The Shroud of Turin Web site was created in 1996 by Barry M. Schwortz, the Official Documenting Photographer for the Shroud of Turin Research Project (STURP) since 1978. An Orthodox Jew, Schwortz says he is still involved with the Shroud of Turin because “knowing the unbiased facts continues to convince me of its authenticity.”
The Sudarium of Oviedo
Aadditional confirmation of the Shroud’s authenticity is the recent research on the Sudarium of Oviedo, an ancient bloodstained linen cloth the size of a small towel which is claimed to have covered the head of Jesus after his crucifixion (see John 20:5-7). Sudarium is Latin for “face cloth”. The cloth has been known historically as the Sudarium Domini and has always been associated with Jesus. It has been kept as a holy relic in the cathedral at Oviedo, in northern Spain, since the 8th century and dated back to the 7th century by historical documents. It seems highly probable, from other historical records, that it goes back to first century Jerusalem. Pollen on it comes from Palestine, Egypt and Spain, confirming the oral tradition that the Sudarium was taken from Jerusalem through North Africa to Spain.
The Sudarium is severely soiled and crumpled, with dark flecks which are symmetrically arranged but form no image, unlike the markings on the Shroud of Turin. Only disconnected bloodstains are visible to the naked eye, not a complete image of a face. When the Sudarium was placed on the dead man’s face, it was in a folded-over condition. Counting both sides of the cloth, there is a fourfold stain in a logical order of decreasing intensity. The cloth was draped over the face temporarily, but apparently was removed in the tomb and placed aside. (The Gospels state exactly that.) Thus the Sudarium was not in contact with the face of the man when the resurrection event occurred; perhaps that is why the image of a face is absent. Nevertheless, the bloodstains correspond precisely with those of the Shroud and reveal typically Jewish features, a prominent nose and pronounced cheekbones.
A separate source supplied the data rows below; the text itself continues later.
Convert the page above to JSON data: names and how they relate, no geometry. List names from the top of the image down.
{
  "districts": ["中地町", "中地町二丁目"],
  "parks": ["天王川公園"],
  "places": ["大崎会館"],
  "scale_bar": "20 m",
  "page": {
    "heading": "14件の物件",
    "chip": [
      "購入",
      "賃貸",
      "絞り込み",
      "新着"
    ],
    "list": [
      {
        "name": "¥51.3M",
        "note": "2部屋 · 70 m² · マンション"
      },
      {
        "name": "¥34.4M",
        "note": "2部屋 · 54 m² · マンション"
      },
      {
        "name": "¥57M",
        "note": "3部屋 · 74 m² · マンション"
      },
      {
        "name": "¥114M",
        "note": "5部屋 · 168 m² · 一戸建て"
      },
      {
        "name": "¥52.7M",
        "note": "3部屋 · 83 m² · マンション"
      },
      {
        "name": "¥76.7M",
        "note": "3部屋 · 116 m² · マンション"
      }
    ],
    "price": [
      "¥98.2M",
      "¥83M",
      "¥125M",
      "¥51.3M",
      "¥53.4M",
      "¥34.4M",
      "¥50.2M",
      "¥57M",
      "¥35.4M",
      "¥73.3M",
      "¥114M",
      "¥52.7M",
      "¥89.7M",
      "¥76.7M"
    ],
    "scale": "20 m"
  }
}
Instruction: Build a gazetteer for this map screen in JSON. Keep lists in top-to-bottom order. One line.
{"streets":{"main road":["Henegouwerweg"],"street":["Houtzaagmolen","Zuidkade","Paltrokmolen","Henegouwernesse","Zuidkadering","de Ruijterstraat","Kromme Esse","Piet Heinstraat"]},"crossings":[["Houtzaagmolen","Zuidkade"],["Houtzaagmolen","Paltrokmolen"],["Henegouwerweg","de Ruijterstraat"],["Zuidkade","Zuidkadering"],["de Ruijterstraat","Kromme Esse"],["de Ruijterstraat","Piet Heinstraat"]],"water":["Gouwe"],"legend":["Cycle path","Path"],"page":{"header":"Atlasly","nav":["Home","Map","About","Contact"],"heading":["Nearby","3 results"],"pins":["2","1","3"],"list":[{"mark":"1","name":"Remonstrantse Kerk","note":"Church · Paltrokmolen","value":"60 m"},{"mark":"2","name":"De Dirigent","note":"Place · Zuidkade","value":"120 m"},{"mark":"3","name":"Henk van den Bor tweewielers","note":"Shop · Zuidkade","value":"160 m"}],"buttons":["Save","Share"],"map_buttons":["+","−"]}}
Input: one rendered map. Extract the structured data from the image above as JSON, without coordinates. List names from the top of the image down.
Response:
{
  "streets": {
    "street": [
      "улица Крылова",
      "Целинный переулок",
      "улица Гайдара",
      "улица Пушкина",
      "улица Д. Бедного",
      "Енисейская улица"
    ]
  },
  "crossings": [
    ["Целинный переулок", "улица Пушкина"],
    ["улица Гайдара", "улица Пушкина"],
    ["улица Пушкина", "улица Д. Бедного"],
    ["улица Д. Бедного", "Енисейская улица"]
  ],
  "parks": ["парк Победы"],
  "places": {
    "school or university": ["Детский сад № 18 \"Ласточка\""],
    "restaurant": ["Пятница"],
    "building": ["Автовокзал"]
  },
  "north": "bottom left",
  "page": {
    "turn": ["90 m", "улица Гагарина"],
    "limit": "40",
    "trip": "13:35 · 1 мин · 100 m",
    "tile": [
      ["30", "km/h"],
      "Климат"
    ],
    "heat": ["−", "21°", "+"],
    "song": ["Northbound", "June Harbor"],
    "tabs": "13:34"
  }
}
Research since the 1980s shows that the Sudarium’s blood stains are type AB, matching those on the Shroud. One type of pollen found on it is identical to that found on the Shroud; it grows only east of the Mediterranean Sea as far north as Lebanon and as far south as Jerusalem. Scientific studies validate the ancient claim that the cloth had covered the head of a long-haired, bearded man with bleeding scalp wounds who died in an upright position. Residue of what is most likely myrrh and aloe have been discovered in the Sudarium, in accord with the Jewish burial custom of Jesus’s time. The Sudarium and the Shroud have so many bloodstains which match up—70 on the face side and 50 on the rear side—that the only possible conclusion is that the Sudarium of Oviedo covered the same face as the Shroud of Turin.
Both tradition and science indicate the Sudarium was used to cover the head of the dead body of Jesus. No evidence points away from that conclusion except for one radiocarbon dating to the 7th century, and the researcher who obtained that age of the cloth acknowledges that his results are questionable. See various web sites for research data and the 2001 book Sacred Blood, Sacred Image: The Sudarium of Oviedo by Janice Bennett (P.O. Box 2001, Littleton, CO 80127-0005).